Logic Errors in PrimFunc without strict Check

Many time, when I use relax.build() API to deploy a AI Model, Error occur in tvm::codegen::CodeGenLLVM::Verify() after tvm::codegen::CodeGenLLVM::Finish(). there are generally two type errors in LLVM Side: a):operator are not of the same type! E.G:

Both operands to ICmp instruction are not of the same type!
%109 = icmp eq i32 %1, i64 1
Both operands to ICmp instruction are not of the same type!
 %119 = icmp eq i32 %1, i64 1

b):Found return instr that returns non-void in Function of void return type! E.G:

Found return instr that returns non-void in Function of void return type!
ret i32 %12
voidFound return instr that returns non-void in Function of void return type!
 ret i32 %74
 voidFound return instr that returns non-void in Function of void return type!
 ret i32 %9
void

I have commit this kind issue, see Int32/Int64 issue when codegen into llvm::Function?
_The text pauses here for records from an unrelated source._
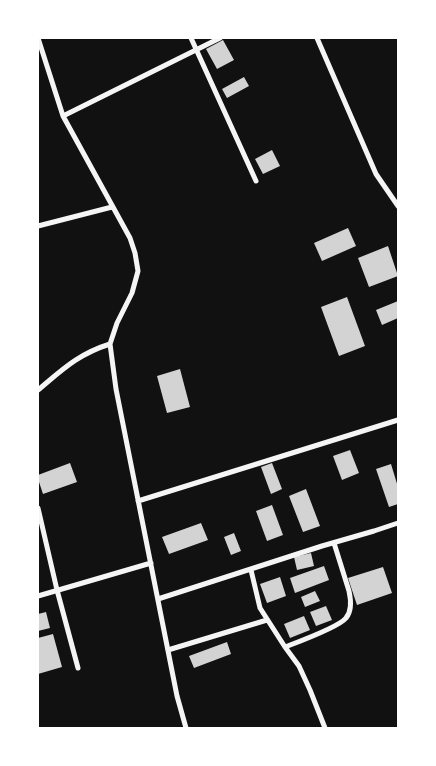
<!DOCTYPE html>
<html>
<head>
<meta charset="utf-8">
<style>
  body { margin:0 }
  #map { position:relative; width:436px; height:766px; overflow:hidden; background:#111; font-family:"Archivo Narrow",sans-serif }
  canvas { display:block }
  .frame { position:absolute; inset:0; border:39px solid #fff; pointer-events:none }
</style>
</head>
<body>
<div id="map">
<canvas width="436" height="766"></canvas>
<div class="frame"></div>
</div>
<script>
const c = document.querySelector('canvas').getContext('2d');
c.lineJoin = 'round';
function fillPath(path, color) {
  c.fillStyle = color;
  c.fill(path, 'evenodd');
}
function strokePath(path, color, width, dash) {
  c.strokeStyle = color;
  c.lineWidth = width;
  c.lineCap = dash ? 'butt' : 'round';
  c.setLineDash(dash || []);
  c.stroke(path);
}
fillPath(new Path2D(`
  M 223,40 L 234,60 L 217,69 L 206,49 Z
  M 244,77 L 249,86 L 227,98 L 222,89 Z
  M 272,150 L 280,166 L 263,174 L 255,159 Z
  M 348,228 L 356,246 L 322,261 L 314,243 Z
  M 388,246 L 398,276 L 369,287 L 358,258 Z
  M 347,297 L 365,346 L 339,356 L 321,307 Z
  M 398,301 L 398,318 L 382,325 L 376,310 Z
  M 180,369 L 190,407 L 167,413 L 157,376 Z
  M 350,450 L 359,473 L 342,480 L 333,456 Z
  M 70,463 L 77,482 L 43,494 L 38,479 L 38,475 Z
  M 272,463 L 282,489 L 271,494 L 261,467 Z
  M 391,464 L 398,487 L 398,504 L 389,507 L 376,469 Z
  M 306,489 L 320,526 L 303,532 L 289,496 Z
  M 272,505 L 283,535 L 267,541 L 256,511 Z
  M 201,523 L 208,540 L 169,554 L 162,537 Z
  M 234,533 L 241,551 L 231,555 L 224,537 Z
  M 311,553 L 314,566 L 297,570 L 294,557 Z
  M 324,566 L 329,580 L 295,593 L 290,578 Z
  M 383,567 L 392,593 L 357,605 L 348,578 Z
  M 280,577 L 286,596 L 267,603 L 260,584 Z
  M 315,591 L 320,601 L 305,607 L 301,597 Z
  M 326,606 L 332,620 L 316,626 L 310,612 Z
  M 46,612 L 50,628 L 38,631 L 38,614 Z
  M 304,616 L 310,630 L 290,638 L 284,624 Z
  M 53,634 L 62,667 L 38,674 L 38,638 Z
  M 227,642 L 231,654 L 194,668 L 189,656 Z`), '#d3d3d3');
strokePath(new Path2D(`
  M 38,38 L 63,116 L 130,238 L 135,253 L 138,271 L 132,293 L 117,323 L 110,344 L 116,389 L 177,696 L 186,728
  M 191,38 L 256,181
  M 317,38 L 376,174 L 398,206
  M 63,116 L 220,38
  M 38,226 L 112,207
  M 38,390 C 62,370 78,354 110,344
  M 138,501 L 398,420
  M 38,508 L 57,590 L 78,668
  M 251,570 L 260,608 L 285,647 L 299,666 L 310,690 L 325,728
  M 38,596 L 151,563
  M 158,599 L 322,546 L 374,531 L 398,523
  M 285,647 C 298,642 339,627 346,618 C 352,611 351,600 349,591 L 334,543
  M 168,650 L 267,620`), '#f5f5f5', 5);
</script>
</body>
</html>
in my limited knowledge, we could transform the Primfunc to Legal Form before we download it to llvm::Funtion. Yes, I had found some kind Pass in tir/transform, such as tir.transform.NarrowDataType(), tir.transform.ForceNarrowIndexToInt32(), etc, but which have’t nicely solved my diffculty.

Is there any idea to the above issues?

Would be great to provide a reproducible script :slight_smile:

Okay, As this is a AMD-Arch home-make GPU,target implement code has’t opened, I’ll try to give a UT on given targets of TVM

I’m trying to reproduce the UT in Nvidia-A10 GPU, however, in latest tvm/unity branch, the relax front hav’t support the NonMaxSuppression Op. I forgot I have add the NonMaxSuppression to relax front in our code repo. The follow script try to loading the NMS Op by reusing the relay frontend and transforming with relay_translator(),still the similar error occur in BufferVar Dtype.

        '''
    pip3 install numpy -i https://pypi.tuna.tsinghua.edu.cn/simple/
    pip3 install onnx -i https://pypi.tuna.tsinghua.edu.cn/simple/
    '''
    import tvm
    from tvm import relax
    from tvm.script import ir as I
    from tvm.script import relax as R
    from tvm.script import tir as T 
    # from tvm.relax.frontend.onnx import from_onnx
    from tvm.relay.frontend.onnx import from_onnx
    from tvm.relax.testing import relay_translator
    from tvm.relax.transform import LegalizeOps
    from tvm.tir.transform import DefaultGPUSchedule
    import numpy as np 
    import onnx 

    import onnx
    from onnx import helper
    from onnx import TensorProto

    def gen_nms_model():
        boxes = helper.make_tensor_value_info('boxes', TensorProto.FLOAT, [8, 25200, 4])
        scores = helper.make_tensor_value_info('scores', TensorProto.FLOAT, [8, 1, 25200])
        max_output_boxes_per_class = helper.make_tensor_value_info('max_output_boxes_per_class', TensorProto.INT64, [1])
        iou_threshold = helper.make_tensor_value_info('iou_threshold', TensorProto.FLOAT, [1])
        score_threshold = helper.make_tensor_value_info('score_threshold', TensorProto.FLOAT, [1])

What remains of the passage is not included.